[[ SUPPLIED ENTRIES, beginning ]]

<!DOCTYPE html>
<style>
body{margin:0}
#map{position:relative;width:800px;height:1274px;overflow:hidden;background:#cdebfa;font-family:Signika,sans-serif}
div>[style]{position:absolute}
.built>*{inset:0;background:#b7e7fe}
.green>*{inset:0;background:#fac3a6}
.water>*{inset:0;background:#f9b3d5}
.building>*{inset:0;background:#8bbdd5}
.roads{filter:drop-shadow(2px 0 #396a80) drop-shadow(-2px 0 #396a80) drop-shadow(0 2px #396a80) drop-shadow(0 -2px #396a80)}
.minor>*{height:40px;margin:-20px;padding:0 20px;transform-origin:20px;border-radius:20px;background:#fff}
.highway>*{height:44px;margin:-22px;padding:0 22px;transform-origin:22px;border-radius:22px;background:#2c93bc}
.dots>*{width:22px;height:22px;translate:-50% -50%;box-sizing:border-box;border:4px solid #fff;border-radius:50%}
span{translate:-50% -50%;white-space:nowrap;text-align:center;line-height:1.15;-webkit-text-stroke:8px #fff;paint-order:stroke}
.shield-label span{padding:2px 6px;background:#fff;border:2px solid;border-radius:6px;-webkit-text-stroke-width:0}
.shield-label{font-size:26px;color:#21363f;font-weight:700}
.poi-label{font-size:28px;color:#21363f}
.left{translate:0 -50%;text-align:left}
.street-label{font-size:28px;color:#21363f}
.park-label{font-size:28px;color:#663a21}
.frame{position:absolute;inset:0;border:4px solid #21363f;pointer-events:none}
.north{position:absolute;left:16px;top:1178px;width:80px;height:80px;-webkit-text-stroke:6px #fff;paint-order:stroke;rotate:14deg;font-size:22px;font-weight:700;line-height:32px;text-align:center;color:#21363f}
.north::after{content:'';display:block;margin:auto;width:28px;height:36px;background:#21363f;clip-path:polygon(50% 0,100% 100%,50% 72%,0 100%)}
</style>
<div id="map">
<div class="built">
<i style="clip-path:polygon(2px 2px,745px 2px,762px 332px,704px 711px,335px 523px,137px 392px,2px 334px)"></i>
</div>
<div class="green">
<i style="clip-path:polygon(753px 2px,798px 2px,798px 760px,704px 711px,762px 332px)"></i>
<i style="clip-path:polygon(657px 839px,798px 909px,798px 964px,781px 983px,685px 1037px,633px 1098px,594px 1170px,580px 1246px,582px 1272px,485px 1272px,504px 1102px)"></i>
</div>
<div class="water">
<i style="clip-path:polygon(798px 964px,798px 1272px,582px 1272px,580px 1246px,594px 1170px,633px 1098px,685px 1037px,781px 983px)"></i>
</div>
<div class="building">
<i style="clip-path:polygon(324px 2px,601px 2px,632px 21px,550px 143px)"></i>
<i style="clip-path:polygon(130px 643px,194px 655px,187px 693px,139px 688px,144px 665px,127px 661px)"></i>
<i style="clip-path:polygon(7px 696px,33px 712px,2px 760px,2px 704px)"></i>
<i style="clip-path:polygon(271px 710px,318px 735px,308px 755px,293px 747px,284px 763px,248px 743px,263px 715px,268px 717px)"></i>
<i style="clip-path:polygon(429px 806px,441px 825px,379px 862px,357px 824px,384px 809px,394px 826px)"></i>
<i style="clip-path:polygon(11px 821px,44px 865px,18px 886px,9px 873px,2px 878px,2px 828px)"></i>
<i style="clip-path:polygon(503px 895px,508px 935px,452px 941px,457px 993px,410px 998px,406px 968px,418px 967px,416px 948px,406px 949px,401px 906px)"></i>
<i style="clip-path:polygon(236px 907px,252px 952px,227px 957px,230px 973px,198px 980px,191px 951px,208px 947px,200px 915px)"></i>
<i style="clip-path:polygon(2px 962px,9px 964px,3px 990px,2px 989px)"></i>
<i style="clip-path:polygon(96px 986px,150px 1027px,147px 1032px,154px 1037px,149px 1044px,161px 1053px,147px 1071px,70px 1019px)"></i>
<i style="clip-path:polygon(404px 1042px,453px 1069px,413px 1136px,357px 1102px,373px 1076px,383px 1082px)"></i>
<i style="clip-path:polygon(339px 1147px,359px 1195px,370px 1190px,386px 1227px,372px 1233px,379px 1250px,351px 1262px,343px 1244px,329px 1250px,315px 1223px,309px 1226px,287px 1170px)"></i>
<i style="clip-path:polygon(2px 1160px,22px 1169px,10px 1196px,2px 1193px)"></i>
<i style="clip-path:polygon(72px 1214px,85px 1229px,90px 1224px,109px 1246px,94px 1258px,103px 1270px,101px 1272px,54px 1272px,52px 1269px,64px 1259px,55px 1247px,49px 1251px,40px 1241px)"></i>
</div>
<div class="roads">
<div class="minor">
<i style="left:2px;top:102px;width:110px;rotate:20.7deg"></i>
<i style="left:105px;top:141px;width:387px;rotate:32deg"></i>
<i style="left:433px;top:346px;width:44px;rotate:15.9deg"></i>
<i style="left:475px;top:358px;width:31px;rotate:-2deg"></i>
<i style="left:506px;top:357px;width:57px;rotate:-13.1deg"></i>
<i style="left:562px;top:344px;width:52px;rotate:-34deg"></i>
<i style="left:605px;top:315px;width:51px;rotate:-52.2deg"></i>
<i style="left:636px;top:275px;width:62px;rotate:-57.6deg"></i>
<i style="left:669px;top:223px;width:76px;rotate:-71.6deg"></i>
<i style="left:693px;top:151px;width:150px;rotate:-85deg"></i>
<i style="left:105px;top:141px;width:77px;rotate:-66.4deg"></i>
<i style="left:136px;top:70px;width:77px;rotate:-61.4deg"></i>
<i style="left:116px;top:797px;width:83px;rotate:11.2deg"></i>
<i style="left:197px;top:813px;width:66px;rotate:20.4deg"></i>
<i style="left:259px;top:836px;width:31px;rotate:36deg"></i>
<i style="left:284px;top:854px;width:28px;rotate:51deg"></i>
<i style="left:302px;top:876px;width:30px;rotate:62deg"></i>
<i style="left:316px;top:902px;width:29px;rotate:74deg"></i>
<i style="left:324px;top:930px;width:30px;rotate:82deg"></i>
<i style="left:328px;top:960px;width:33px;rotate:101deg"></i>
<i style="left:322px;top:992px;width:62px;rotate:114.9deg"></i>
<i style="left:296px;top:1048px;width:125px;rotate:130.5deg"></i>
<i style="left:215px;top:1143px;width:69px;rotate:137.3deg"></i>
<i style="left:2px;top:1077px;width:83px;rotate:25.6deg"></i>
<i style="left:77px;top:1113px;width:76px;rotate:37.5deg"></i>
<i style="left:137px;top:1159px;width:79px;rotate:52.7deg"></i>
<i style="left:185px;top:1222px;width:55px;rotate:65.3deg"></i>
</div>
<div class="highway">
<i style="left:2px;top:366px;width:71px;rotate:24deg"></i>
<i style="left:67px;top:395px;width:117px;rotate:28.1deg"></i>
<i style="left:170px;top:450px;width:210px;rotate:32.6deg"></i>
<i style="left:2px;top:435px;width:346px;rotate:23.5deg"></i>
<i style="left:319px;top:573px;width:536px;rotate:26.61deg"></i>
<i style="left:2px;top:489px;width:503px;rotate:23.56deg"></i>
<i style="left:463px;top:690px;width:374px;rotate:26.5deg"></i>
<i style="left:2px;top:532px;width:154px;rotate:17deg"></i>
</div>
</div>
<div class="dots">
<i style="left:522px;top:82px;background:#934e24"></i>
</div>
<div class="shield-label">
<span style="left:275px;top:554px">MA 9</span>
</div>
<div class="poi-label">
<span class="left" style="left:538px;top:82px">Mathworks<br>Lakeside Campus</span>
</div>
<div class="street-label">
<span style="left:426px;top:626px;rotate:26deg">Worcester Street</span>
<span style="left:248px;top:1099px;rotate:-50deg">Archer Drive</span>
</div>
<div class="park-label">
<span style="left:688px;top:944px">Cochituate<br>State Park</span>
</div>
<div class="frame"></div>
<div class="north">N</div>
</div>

[[ SUPPLIED ENTRIES, end ]]
[[ SUPPLIED ENTRIES, beginning ]]

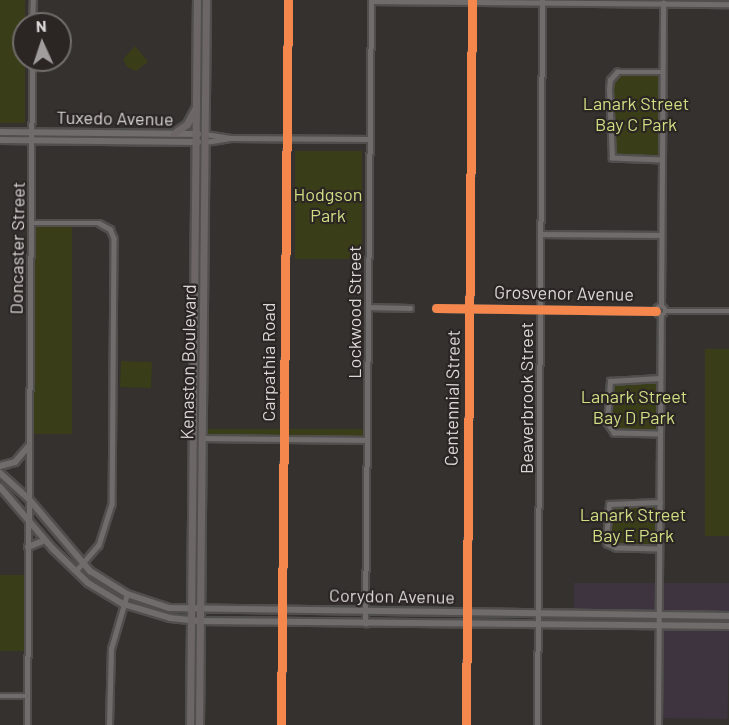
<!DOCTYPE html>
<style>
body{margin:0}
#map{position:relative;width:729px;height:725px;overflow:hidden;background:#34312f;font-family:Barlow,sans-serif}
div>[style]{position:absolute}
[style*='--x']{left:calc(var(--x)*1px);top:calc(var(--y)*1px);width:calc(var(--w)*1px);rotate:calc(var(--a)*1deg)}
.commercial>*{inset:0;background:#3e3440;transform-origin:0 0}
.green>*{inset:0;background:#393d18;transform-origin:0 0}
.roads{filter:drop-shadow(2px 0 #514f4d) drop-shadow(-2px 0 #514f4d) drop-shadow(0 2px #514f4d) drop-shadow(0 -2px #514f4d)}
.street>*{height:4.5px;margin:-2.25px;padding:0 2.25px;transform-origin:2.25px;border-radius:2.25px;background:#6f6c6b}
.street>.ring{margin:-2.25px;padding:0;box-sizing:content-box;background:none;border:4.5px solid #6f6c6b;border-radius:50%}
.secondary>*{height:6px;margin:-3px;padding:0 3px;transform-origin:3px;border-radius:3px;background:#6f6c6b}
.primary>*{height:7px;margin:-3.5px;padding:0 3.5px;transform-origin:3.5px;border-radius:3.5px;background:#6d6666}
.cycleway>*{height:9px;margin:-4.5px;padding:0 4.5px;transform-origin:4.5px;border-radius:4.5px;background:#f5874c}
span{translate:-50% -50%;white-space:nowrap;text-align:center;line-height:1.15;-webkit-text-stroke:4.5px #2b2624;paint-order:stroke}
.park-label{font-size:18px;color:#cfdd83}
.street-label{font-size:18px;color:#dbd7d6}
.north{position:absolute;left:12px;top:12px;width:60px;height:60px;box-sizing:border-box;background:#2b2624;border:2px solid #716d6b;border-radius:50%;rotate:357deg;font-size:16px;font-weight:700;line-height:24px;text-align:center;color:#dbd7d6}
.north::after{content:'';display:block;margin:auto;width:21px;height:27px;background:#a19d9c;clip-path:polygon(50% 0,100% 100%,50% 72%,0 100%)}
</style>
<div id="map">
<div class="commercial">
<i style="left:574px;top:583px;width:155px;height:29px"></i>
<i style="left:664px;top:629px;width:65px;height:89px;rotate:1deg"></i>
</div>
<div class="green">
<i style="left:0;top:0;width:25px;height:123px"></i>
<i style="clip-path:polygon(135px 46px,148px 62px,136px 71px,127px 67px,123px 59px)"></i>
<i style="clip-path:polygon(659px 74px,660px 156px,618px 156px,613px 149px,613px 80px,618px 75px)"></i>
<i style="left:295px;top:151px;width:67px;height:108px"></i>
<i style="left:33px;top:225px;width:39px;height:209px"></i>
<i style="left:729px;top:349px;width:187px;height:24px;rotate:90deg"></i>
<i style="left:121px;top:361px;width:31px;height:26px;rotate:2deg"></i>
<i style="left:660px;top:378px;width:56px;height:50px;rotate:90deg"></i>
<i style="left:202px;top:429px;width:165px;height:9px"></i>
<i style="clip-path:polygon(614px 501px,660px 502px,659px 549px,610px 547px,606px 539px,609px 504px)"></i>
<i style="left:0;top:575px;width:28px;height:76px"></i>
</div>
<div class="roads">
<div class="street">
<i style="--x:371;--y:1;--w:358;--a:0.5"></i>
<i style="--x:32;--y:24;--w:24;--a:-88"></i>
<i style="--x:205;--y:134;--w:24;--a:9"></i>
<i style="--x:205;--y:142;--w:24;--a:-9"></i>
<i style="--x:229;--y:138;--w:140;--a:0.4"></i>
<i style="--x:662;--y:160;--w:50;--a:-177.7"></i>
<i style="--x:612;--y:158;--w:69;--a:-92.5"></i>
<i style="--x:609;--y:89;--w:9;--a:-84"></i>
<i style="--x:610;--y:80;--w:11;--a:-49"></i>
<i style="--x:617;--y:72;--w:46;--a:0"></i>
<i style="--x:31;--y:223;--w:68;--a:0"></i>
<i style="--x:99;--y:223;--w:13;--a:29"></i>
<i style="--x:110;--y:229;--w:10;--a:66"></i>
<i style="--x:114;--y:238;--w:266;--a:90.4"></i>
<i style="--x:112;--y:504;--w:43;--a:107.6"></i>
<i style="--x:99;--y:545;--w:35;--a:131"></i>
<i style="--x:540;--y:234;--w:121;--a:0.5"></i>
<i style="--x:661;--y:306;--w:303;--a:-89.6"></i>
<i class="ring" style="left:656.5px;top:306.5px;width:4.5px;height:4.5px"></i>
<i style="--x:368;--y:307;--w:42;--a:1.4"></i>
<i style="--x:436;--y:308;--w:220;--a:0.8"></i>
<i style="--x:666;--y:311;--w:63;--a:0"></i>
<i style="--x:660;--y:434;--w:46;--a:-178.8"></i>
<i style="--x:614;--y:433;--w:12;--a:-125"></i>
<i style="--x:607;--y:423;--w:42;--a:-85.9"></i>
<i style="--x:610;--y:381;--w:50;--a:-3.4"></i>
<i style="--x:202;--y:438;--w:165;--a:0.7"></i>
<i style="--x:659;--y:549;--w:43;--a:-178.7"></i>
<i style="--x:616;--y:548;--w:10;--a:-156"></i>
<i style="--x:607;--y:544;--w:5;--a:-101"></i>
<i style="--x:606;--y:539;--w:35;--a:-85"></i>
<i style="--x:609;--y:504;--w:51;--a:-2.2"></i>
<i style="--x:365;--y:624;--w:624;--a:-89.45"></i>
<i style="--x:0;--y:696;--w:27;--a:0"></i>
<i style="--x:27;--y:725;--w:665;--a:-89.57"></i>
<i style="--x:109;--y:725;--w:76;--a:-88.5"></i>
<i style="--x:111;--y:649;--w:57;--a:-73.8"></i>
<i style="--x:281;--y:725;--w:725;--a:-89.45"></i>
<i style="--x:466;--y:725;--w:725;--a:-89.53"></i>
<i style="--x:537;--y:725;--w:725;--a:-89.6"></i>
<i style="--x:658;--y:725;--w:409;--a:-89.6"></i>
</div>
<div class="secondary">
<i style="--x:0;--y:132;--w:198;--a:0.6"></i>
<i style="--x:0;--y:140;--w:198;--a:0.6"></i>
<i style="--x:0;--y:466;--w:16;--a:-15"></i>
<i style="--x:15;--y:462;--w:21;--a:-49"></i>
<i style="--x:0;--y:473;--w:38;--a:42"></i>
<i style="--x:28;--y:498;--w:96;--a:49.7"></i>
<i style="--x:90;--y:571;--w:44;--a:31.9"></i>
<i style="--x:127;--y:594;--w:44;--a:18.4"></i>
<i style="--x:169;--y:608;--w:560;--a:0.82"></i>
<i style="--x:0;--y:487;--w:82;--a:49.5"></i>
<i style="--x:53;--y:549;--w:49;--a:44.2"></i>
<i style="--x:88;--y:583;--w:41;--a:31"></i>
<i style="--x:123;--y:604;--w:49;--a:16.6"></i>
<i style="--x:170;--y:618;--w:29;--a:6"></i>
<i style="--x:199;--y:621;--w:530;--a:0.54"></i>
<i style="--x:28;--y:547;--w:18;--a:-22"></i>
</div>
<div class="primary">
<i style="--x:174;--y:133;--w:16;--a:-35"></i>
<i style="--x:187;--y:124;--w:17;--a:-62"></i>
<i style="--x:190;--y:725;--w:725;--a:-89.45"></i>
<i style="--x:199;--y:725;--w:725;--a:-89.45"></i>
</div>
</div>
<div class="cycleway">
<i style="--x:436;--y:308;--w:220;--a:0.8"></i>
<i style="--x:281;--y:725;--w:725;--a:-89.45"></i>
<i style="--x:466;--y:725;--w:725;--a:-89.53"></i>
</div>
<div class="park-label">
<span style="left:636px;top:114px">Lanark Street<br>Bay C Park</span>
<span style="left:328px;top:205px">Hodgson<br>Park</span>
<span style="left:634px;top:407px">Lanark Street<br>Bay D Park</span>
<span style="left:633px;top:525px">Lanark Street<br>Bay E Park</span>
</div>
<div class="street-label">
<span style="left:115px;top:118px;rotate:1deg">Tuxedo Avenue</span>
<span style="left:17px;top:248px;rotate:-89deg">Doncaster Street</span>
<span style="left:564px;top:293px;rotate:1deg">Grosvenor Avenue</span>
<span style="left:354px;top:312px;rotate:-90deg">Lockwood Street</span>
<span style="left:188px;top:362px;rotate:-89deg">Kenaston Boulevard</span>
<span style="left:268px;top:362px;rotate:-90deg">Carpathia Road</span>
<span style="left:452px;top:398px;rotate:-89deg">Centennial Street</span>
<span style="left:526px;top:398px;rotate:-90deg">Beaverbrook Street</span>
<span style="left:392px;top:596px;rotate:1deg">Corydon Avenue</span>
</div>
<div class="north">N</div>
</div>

[[ SUPPLIED ENTRIES, end ]]

## BRIEF
Go through the listing above and find each line that contains "relative", then copy it.

## EXERCISE RESULT
#map{position:relative;width:800px;height:1274px;overflow:hidden;background:#cdebfa;font-family:Signika,sans-serif}
#map{position:relative;width:729px;height:725px;overflow:hidden;background:#34312f;font-family:Barlow,sans-serif}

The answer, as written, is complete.